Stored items
◆ ◆ ◆

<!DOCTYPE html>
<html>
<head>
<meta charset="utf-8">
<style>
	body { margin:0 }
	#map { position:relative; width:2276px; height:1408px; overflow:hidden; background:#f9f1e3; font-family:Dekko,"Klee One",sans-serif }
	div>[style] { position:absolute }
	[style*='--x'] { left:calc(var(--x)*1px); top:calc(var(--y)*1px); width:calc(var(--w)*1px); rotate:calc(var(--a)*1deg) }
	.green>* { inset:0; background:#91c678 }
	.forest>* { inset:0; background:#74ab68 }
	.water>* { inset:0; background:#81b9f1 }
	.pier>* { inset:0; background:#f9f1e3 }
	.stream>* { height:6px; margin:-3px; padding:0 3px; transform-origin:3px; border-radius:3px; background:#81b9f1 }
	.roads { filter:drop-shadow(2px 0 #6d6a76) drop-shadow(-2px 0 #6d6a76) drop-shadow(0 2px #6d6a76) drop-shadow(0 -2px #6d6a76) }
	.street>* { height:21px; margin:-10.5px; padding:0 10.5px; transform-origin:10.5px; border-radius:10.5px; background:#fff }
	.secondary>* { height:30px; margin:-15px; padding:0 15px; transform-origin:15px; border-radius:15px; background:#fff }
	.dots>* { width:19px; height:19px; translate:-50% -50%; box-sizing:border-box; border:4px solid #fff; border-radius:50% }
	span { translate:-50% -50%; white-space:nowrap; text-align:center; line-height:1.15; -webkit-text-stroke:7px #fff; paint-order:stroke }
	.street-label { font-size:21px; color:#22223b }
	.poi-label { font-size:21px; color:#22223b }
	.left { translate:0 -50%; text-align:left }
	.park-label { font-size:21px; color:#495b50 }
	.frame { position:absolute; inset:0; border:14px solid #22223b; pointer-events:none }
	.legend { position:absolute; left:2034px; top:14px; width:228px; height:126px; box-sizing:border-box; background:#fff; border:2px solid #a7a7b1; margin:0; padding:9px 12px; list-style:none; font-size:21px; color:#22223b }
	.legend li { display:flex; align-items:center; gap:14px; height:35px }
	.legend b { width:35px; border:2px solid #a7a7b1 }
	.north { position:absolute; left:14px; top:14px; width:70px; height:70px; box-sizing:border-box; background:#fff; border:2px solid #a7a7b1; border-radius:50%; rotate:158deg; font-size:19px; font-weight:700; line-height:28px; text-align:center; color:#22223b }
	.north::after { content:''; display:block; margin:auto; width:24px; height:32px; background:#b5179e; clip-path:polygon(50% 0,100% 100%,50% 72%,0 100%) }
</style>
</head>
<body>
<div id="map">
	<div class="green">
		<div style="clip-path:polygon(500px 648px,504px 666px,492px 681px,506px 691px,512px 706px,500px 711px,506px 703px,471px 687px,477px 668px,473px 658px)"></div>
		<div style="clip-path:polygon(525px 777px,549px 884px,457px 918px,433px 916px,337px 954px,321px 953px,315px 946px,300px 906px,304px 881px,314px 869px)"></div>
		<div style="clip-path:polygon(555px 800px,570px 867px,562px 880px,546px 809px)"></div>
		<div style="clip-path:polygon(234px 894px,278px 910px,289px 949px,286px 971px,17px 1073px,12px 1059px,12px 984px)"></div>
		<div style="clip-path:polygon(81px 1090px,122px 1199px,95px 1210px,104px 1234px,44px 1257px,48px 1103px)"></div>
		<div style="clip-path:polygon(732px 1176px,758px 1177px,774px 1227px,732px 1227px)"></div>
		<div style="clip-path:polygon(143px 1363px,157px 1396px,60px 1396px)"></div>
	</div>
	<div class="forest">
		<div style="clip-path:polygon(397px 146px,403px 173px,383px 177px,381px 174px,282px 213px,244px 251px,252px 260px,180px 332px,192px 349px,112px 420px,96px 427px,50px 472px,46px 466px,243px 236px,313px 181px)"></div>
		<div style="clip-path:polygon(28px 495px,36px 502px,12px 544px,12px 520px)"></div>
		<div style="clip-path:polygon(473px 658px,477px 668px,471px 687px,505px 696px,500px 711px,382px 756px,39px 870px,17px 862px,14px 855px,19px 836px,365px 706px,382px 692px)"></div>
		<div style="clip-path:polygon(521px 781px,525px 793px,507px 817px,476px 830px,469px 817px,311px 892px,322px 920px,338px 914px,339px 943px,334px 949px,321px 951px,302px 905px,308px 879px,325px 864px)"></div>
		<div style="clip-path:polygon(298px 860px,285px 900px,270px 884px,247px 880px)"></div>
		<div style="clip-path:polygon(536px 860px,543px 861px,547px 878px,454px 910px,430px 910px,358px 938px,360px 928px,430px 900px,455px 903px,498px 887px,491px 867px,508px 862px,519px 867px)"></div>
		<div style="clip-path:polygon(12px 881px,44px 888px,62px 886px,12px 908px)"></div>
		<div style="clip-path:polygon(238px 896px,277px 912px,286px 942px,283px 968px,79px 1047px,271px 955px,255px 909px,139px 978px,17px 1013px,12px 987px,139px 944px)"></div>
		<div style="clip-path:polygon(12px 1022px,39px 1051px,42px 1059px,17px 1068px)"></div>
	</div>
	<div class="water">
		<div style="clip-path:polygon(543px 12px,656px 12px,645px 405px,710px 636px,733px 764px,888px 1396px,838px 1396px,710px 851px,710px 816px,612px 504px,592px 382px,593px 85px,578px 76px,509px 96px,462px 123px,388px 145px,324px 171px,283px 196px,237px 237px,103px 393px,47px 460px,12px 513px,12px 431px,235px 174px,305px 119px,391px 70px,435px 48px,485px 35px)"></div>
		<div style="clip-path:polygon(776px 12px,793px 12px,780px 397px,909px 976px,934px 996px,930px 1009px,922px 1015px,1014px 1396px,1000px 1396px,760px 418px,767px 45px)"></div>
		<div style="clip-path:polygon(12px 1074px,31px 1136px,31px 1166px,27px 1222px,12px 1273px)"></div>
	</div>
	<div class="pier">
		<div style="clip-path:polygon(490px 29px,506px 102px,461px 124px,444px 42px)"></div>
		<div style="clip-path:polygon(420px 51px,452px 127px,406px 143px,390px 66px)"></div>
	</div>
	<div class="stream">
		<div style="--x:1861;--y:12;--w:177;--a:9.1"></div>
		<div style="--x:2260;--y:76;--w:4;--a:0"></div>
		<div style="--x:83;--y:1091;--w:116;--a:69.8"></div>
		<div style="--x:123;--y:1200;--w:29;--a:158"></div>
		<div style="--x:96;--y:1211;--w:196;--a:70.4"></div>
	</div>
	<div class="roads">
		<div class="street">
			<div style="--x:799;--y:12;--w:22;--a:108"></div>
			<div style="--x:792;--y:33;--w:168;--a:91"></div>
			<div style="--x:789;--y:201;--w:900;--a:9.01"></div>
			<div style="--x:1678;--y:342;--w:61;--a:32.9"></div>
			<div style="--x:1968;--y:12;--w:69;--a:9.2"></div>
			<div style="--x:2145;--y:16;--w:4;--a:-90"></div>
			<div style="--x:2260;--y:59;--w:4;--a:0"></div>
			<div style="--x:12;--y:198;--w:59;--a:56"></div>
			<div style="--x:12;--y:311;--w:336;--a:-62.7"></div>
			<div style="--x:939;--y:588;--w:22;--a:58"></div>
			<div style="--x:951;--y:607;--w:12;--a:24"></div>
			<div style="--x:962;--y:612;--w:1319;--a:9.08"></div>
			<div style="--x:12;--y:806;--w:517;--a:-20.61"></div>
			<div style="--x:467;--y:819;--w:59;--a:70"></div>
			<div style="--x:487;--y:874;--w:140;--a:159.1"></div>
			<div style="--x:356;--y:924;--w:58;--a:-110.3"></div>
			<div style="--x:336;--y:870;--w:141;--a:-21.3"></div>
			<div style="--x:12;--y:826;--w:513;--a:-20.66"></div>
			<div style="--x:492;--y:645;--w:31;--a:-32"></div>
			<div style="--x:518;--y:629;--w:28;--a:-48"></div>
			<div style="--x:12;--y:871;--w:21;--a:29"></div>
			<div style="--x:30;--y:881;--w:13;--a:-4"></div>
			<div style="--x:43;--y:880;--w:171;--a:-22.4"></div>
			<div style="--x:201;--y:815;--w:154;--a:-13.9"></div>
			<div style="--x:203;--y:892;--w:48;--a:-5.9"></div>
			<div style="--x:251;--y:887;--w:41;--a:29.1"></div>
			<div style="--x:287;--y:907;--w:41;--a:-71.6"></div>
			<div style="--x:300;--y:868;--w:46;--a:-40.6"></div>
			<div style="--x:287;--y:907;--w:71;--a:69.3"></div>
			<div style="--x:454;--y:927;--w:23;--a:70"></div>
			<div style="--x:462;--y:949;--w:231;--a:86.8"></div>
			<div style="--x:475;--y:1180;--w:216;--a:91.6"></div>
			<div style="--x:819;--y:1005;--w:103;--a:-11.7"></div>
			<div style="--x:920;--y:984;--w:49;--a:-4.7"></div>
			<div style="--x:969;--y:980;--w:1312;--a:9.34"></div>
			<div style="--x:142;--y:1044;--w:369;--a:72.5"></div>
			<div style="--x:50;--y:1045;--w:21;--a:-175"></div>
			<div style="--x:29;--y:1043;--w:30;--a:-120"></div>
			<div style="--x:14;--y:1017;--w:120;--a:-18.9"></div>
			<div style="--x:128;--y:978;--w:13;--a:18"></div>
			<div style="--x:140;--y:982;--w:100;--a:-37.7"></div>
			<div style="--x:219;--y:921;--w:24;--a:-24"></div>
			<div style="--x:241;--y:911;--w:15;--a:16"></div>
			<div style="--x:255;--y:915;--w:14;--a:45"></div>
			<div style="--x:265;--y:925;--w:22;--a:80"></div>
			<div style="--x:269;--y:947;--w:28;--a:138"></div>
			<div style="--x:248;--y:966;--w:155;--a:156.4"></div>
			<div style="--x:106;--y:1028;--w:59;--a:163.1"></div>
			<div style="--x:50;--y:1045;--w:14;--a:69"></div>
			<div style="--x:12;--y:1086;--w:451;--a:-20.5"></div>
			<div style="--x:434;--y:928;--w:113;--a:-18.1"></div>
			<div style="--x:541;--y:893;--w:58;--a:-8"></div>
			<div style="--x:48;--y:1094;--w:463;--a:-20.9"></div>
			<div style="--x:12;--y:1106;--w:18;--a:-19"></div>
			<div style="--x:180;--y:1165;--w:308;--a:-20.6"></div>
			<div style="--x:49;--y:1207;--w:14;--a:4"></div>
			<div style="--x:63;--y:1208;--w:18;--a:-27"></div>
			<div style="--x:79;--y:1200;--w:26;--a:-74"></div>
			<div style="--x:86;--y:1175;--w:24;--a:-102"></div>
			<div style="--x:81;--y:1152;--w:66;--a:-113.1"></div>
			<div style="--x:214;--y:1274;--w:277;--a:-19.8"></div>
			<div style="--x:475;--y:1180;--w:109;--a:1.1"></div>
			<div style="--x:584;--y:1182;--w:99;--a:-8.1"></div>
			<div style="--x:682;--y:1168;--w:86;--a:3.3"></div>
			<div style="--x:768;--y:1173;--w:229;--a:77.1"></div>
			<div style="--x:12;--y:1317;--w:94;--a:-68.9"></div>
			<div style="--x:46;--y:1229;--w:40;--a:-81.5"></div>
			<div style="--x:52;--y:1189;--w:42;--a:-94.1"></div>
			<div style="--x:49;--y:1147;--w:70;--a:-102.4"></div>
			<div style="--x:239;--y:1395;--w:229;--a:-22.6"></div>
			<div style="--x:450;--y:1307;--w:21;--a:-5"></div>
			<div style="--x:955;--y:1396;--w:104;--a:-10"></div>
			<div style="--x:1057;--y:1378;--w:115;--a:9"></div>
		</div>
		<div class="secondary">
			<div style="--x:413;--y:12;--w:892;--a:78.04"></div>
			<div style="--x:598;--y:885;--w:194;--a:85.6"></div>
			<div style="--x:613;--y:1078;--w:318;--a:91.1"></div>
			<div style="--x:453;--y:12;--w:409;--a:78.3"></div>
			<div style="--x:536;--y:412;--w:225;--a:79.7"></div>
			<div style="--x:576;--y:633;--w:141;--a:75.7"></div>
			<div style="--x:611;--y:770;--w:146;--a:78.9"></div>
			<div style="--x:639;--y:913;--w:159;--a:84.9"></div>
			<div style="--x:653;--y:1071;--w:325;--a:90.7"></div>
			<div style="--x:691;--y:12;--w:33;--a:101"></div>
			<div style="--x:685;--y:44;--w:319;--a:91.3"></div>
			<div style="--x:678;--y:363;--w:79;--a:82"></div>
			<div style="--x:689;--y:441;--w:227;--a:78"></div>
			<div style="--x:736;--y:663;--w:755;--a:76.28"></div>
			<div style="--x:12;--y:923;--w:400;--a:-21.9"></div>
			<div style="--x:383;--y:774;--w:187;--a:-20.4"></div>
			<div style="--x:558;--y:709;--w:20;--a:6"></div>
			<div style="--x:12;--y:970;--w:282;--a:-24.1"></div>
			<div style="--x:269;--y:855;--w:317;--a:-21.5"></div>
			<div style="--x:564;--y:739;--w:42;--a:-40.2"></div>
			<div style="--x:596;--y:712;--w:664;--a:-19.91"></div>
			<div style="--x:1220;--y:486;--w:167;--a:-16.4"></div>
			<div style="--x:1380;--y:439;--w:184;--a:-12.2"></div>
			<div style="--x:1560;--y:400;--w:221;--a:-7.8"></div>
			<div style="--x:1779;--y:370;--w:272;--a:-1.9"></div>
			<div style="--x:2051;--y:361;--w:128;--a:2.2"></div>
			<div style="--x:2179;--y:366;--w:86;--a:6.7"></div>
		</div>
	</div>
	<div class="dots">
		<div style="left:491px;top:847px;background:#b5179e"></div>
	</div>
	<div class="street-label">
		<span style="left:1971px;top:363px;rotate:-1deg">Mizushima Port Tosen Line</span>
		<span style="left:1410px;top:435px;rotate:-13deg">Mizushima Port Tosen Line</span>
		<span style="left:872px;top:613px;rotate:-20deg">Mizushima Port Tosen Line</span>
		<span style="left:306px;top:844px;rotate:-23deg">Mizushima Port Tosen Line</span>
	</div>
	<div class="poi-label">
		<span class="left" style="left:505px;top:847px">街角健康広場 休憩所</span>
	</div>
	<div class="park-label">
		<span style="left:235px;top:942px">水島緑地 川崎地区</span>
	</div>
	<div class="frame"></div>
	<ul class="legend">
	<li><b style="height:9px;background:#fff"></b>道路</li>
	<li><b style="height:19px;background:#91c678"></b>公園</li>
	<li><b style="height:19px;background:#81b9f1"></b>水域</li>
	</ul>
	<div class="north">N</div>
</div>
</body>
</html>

◆ ◆ ◆

Task goal
Return nothing but the lines from the top of the records above through the line that has "display:flex; align-items:center; gap:14px;". Keep each one exact.

Exercise answer
<!DOCTYPE html>
<html>
<head>
<meta charset="utf-8">
<style>
	body { margin:0 }
	#map { position:relative; width:2276px; height:1408px; overflow:hidden; background:#f9f1e3; font-family:Dekko,"Klee One",sans-serif }
	div>[style] { position:absolute }
	[style*='--x'] { left:calc(var(--x)*1px); top:calc(var(--y)*1px); width:calc(var(--w)*1px); rotate:calc(var(--a)*1deg) }
	.green>* { inset:0; background:#91c678 }
	.forest>* { inset:0; background:#74ab68 }
	.water>* { inset:0; background:#81b9f1 }
	.pier>* { inset:0; background:#f9f1e3 }
	.stream>* { height:6px; margin:-3px; padding:0 3px; transform-origin:3px; border-radius:3px; background:#81b9f1 }
	.roads { filter:drop-shadow(2px 0 #6d6a76) drop-shadow(-2px 0 #6d6a76) drop-shadow(0 2px #6d6a76) drop-shadow(0 -2px #6d6a76) }
	.street>* { height:21px; margin:-10.5px; padding:0 10.5px; transform-origin:10.5px; border-radius:10.5px; background:#fff }
	.secondary>* { height:30px; margin:-15px; padding:0 15px; transform-origin:15px; border-radius:15px; background:#fff }
	.dots>* { width:19px; height:19px; translate:-50% -50%; box-sizing:border-box; border:4px solid #fff; border-radius:50% }
	span { translate:-50% -50%; white-space:nowrap; text-align:center; line-height:1.15; -webkit-text-stroke:7px #fff; paint-order:stroke }
	.street-label { font-size:21px; color:#22223b }
	.poi-label { font-size:21px; color:#22223b }
	.left { translate:0 -50%; text-align:left }
	.park-label { font-size:21px; color:#495b50 }
	.frame { position:absolute; inset:0; border:14px solid #22223b; pointer-events:none }
	.legend { position:absolute; left:2034px; top:14px; width:228px; height:126px; box-sizing:border-box; background:#fff; border:2px solid #a7a7b1; margin:0; padding:9px 12px; list-style:none; font-size:21px; color:#22223b }
	.legend li { display:flex; align-items:center; gap:14px; height:35px }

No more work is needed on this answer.